The Federal Fair Debt Collection Practices Act (FDCPA) was passed by Congress in 1977 as a means of eliminating abusive debt collection practices by third-party debt collectors and to assure that collectors who refrain from unfair tactics are not competitively disadvantaged.1 The FDCPA is sweeping consumer-protection legislation. Since it is a federal statute, most cases are brought in federal courts. Thousands of cases exist based on FDCPA causes of action and more are generated every month.

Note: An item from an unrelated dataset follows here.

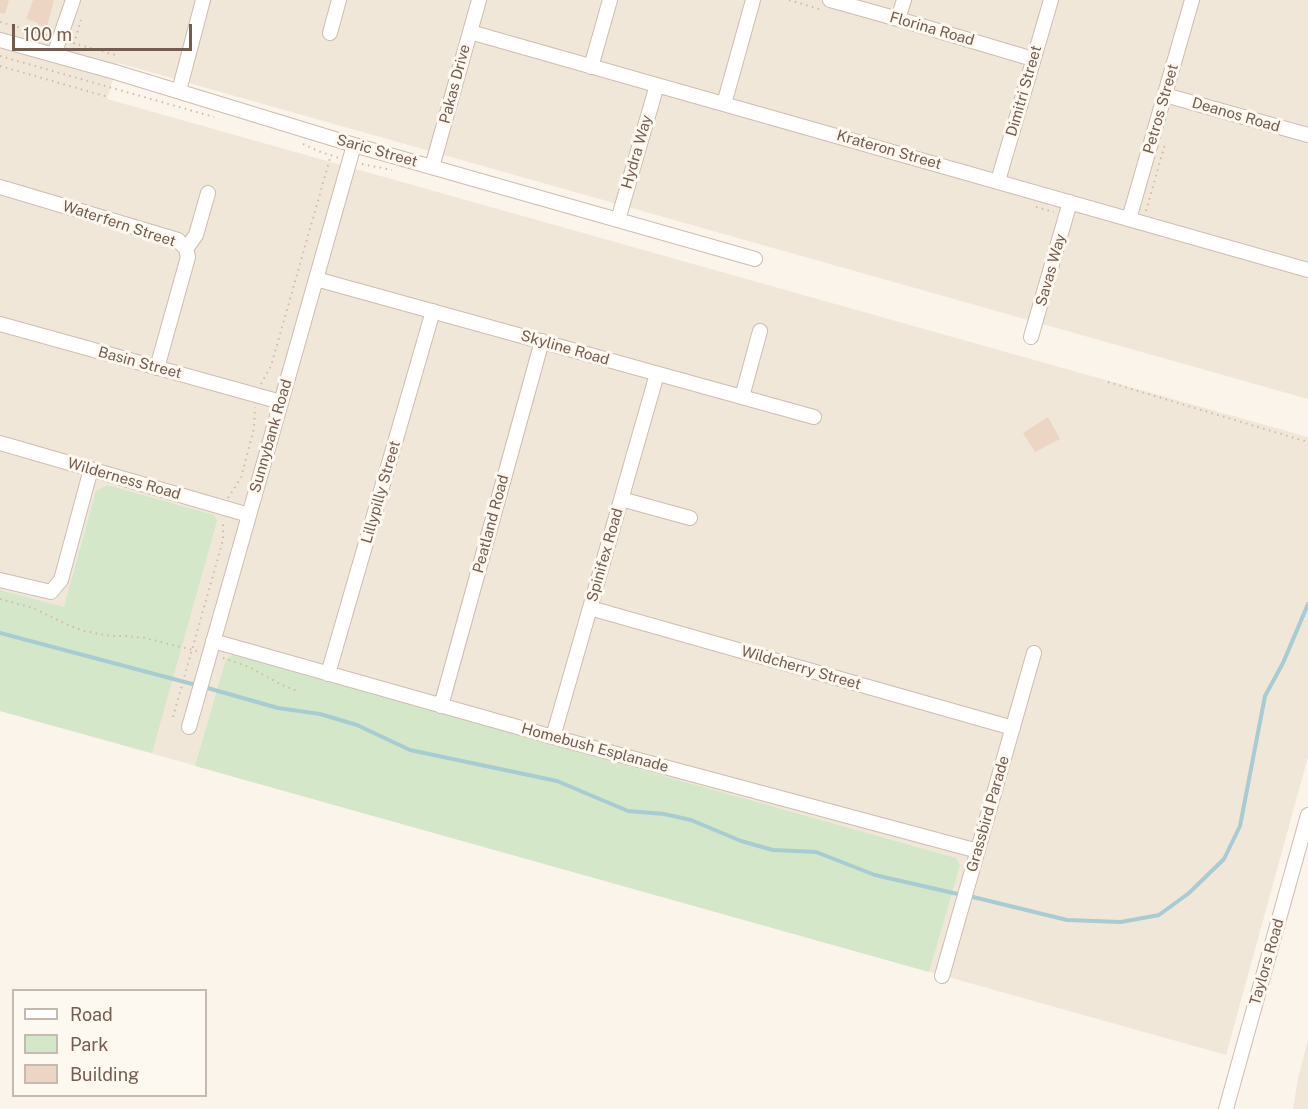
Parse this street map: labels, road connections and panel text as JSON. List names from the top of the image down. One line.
{"streets":{"street":["Florina Road","Pakas Drive","Dimitri Street","Petros Street","Deanos Road","Krateron Street","Saric Street","Hydra Way","Waterfern Street","Savas Way","Skyline Road","Basin Street","Sunnybank Road","Wilderness Road","Lillypilly Street","Peatland Road","Spinifex Road","Wildcherry Street","Homebush Esplanade","Grassbird Parade","Taylors Road"]},"crossings":[["Florina Road","Dimitri Street"],["Pakas Drive","Krateron Street"],["Pakas Drive","Saric Street"],["Dimitri Street","Krateron Street"],["Petros Street","Deanos Road"],["Petros Street","Krateron Street"],["Krateron Street","Hydra Way"],["Krateron Street","Savas Way"],["Saric Street","Hydra Way"],["Saric Street","Sunnybank Road"],["Waterfern Street","Basin Street"],["Skyline Road","Sunnybank Road"],["Skyline Road","Lillypilly Street"],["Skyline Road","Peatland Road"],["Skyline Road","Spinifex Road"],["Basin Street","Sunnybank Road"],["Sunnybank Road","Wilderness Road"],["Sunnybank Road","Homebush Esplanade"],["Lillypilly Street","Homebush Esplanade"],["Peatland Road","Homebush Esplanade"],["Spinifex Road","Wildcherry Street"],["Spinifex Road","Homebush Esplanade"],["Wildcherry Street","Grassbird Parade"],["Homebush Esplanade","Grassbird Parade"]],"legend":["Road","Park","Building"],"scale_bar":"100 m"}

The FDCPA is important to attorneys whose clients are debt collectors or who regularly collect on the debts of others. In some cases, credit grantors may also be liable under the FDCPA. An exemption in the FDCPA, which kept attorneys outside of its scope, was removed in 1986. Following that amendment, the U.S. Supreme Court in Jenkins v. Heintz affirmed a 7th Circuit decision holding that the FDCPA applies to attorneys who regularly engage in consumer debt collection activity, even when that activity consists of litigation.2 What percentage of a law practice constitutes "regularly engaging in consumer debt collection activity" is not completely clear. At least one case found that an attorney was a debt collector when only a miniscule portion of the firm's practice was devoted to collection.3 Other courts have found that devoting one-third to one-half or more of an attorney's practice to debt collection meets the threshold for an FDCPA claim against the attorney.4 In some cases, the percentage can be even less.

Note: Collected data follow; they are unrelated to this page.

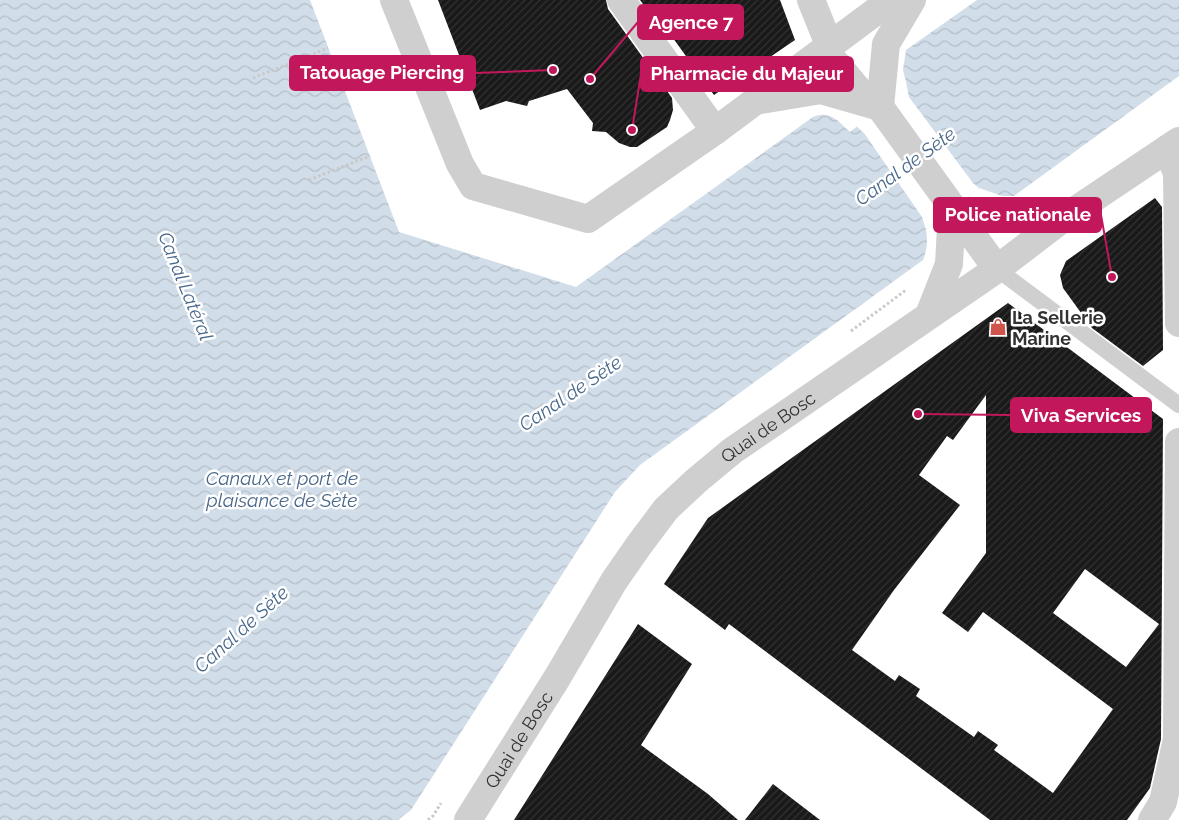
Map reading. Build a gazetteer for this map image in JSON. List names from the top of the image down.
{
  "streets": {
    "street": ["Quai de Bosc"]
  },
  "water": ["Canal de Sète", "Canal Latéral", "Canaux et port de plaisance de Sète"],
  "places": {
    "other": [
      "Tatouage Piercing",
      "Agence 7",
      "Pharmacie du Majeur",
      "Police nationale",
      "Viva Services"
    ],
    "shop": ["La Sellerie Marine"]
  }
}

It must be made clear that the FDCPA applies only to third-party collection activities. The collection of one's own debts or attempts by an in-house attorney to collect debts for a creditor are exempt from FDCPA coverage in most cases. The statute excludes creditors unless they use a name other than their own, which would indicate that a third party is collecting the debts.5 This is because the FDCPA is aimed at abusive practices of third-party collectors, not similar practices by direct creditors. Consequently, an attorney who spends a large percentage of time trying to collect fees owed to her own law firm is a creditor and not a collector for purposes of the FDCPA. You should be aware that more than 20 states have laws more stringent than the FDCPA on this issue and bring creditors within the scope of the state's fair debt collection laws.


An especially onerous aspect of the FDCPA is that it is a strict liability statute. A plaintiff need not prove intent or fault. The FDCPA states, "(A)ny debt collector who fails to comply with any provision … is liable to such person in an amount equal to the sum of … such actual damages as the court may allow, but not exceeding $1,000." In addition, the court must award court costs and reasonable attorney's fees to a successful plaintiff. The court has discretion to determine the exact amounts.6 This part of the law is hotly debated. As a consumer statute, the FDCPA provides solid protections; however, consumers rarely, if ever suffer actual damages. This means that an individual who does not suffer actual damages will recover at most $1,000 per case.7 Attorney's fees however, are awarded in addition to the statutory damage amount. Courts generally use the "lodestar method" to determine the amount of attorney's fees to be awarded.8 Although reasonable fees will be allowed, many courts have freely reduced excessive requests for attorney's fees in FDCPA cases.9

Glen R. McCluskey

GLEN R. MCCLUSKEY is legal counsel to the American Collectors Association, Inc., an international trade association of debt collection professionals, credit grantors, and attorneys. He is a cum laude graduate of William Mitchell College of Law and is licensed to practice in Minnesota, Wisconsin, and in Minnesota Federal District Court.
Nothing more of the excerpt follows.